Data records:
▽
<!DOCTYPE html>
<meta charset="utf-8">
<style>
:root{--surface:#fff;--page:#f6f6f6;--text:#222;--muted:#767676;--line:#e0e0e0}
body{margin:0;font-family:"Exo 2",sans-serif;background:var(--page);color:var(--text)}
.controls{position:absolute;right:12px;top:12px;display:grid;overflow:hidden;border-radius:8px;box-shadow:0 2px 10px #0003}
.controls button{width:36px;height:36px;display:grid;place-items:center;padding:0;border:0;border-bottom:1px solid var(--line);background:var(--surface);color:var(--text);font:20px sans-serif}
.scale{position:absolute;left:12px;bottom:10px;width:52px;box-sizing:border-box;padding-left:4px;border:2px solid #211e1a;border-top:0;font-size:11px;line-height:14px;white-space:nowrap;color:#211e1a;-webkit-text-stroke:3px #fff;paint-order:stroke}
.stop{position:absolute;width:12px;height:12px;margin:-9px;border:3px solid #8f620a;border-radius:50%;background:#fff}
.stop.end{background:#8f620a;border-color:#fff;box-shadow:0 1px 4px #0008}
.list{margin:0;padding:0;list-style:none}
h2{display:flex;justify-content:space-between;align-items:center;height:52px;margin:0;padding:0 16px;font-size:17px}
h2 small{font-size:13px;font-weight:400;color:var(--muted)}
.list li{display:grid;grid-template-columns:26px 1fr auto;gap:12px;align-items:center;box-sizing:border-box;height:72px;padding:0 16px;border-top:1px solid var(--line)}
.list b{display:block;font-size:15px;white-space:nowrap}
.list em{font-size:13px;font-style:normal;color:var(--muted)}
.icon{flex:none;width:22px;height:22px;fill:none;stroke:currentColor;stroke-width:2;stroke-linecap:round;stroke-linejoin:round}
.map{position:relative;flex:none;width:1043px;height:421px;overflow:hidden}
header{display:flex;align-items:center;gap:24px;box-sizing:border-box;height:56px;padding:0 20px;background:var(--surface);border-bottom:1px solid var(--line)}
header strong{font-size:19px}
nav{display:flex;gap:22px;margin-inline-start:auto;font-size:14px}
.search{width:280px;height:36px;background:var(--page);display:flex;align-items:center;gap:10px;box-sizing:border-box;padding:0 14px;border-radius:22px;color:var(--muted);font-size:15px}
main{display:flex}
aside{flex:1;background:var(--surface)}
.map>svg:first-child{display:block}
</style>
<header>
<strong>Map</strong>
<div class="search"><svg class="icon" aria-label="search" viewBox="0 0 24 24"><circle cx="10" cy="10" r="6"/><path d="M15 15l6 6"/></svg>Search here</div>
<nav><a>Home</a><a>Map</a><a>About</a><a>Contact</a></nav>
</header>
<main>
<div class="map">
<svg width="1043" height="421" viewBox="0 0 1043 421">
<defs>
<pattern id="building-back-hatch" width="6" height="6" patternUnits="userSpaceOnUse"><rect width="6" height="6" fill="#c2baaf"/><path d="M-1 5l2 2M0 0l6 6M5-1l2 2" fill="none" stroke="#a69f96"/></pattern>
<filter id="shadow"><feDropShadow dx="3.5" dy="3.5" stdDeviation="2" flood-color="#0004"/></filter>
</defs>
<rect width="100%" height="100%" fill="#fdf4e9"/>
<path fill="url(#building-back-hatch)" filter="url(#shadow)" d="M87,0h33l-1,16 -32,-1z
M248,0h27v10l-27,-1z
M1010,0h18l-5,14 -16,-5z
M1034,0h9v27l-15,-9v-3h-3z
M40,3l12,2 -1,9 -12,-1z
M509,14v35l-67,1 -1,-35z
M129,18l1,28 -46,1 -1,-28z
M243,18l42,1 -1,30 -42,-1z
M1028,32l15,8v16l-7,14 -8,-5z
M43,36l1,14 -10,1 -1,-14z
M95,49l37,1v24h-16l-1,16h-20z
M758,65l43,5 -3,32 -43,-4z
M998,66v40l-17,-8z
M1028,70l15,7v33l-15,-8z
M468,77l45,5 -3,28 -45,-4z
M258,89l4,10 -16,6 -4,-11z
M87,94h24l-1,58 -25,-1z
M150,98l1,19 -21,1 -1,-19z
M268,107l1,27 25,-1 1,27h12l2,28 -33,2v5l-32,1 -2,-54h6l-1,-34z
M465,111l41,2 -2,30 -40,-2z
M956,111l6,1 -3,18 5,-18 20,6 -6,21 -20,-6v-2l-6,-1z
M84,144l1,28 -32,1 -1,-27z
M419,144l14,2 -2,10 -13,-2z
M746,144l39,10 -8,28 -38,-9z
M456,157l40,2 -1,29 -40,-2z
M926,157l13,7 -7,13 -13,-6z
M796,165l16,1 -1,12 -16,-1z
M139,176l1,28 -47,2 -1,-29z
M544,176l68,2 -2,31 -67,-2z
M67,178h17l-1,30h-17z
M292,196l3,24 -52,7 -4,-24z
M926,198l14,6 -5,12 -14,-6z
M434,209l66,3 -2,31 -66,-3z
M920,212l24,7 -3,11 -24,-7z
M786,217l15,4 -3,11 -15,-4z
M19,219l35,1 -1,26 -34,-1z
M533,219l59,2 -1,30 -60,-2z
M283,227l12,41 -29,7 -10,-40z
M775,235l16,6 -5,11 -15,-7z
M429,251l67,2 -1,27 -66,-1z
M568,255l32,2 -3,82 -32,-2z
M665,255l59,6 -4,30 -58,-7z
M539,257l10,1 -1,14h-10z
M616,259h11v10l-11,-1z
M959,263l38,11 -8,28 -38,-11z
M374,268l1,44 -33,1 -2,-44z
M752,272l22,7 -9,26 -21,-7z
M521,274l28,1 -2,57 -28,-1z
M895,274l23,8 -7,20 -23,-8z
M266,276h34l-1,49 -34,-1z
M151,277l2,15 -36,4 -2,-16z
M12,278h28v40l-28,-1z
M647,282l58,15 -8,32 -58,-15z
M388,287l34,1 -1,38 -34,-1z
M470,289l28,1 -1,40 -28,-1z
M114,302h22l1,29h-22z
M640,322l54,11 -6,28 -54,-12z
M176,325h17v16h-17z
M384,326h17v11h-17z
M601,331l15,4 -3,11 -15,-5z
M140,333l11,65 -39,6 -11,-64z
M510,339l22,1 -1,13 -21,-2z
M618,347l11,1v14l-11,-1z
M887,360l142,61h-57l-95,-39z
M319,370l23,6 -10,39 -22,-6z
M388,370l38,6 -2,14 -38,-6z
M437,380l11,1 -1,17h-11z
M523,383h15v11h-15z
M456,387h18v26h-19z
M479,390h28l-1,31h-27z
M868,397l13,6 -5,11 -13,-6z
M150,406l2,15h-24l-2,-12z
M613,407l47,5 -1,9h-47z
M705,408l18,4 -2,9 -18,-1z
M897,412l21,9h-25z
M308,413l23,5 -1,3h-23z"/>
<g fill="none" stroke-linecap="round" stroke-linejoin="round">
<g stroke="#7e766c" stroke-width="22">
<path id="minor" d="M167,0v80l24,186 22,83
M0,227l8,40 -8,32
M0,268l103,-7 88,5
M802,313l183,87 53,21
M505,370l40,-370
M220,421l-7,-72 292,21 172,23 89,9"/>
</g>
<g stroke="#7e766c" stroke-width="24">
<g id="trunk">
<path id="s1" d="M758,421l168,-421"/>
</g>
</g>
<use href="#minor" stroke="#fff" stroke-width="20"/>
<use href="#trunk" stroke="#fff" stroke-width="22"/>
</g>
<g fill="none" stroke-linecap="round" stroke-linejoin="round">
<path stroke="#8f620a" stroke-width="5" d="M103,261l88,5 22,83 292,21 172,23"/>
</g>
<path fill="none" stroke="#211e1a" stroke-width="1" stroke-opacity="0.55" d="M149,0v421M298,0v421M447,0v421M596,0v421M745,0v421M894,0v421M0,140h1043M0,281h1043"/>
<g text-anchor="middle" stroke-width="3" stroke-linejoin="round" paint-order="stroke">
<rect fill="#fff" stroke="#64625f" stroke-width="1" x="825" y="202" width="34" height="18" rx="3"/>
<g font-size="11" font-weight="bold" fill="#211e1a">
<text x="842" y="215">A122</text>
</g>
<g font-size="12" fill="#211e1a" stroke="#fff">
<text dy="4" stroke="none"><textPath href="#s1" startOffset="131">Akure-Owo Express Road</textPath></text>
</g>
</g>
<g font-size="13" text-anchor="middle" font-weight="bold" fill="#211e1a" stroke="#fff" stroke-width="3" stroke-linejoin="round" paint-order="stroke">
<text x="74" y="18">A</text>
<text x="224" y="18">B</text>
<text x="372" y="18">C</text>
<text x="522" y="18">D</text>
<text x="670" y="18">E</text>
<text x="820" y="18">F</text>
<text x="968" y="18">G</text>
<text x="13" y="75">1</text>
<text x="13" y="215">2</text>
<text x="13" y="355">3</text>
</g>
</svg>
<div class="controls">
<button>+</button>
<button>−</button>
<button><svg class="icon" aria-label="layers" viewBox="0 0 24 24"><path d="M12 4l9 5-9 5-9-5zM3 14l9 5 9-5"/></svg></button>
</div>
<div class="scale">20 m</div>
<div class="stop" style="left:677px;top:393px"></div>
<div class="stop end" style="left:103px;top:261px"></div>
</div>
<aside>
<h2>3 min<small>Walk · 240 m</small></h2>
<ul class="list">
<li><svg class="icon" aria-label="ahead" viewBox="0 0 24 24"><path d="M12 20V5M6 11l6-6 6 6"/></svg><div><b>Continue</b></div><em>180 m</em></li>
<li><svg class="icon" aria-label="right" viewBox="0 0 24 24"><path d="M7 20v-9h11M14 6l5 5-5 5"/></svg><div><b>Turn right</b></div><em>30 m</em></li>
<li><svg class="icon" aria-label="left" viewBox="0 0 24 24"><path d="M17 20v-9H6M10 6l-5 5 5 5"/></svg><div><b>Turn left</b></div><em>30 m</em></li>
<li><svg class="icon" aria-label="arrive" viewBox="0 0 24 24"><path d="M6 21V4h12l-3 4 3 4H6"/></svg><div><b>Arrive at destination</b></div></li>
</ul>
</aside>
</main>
△
_PROBLEM STATEMENT_
In how many lines of the records does the word "white" appear? Give the number alone.

_ANSWER FOR THE TASK_
2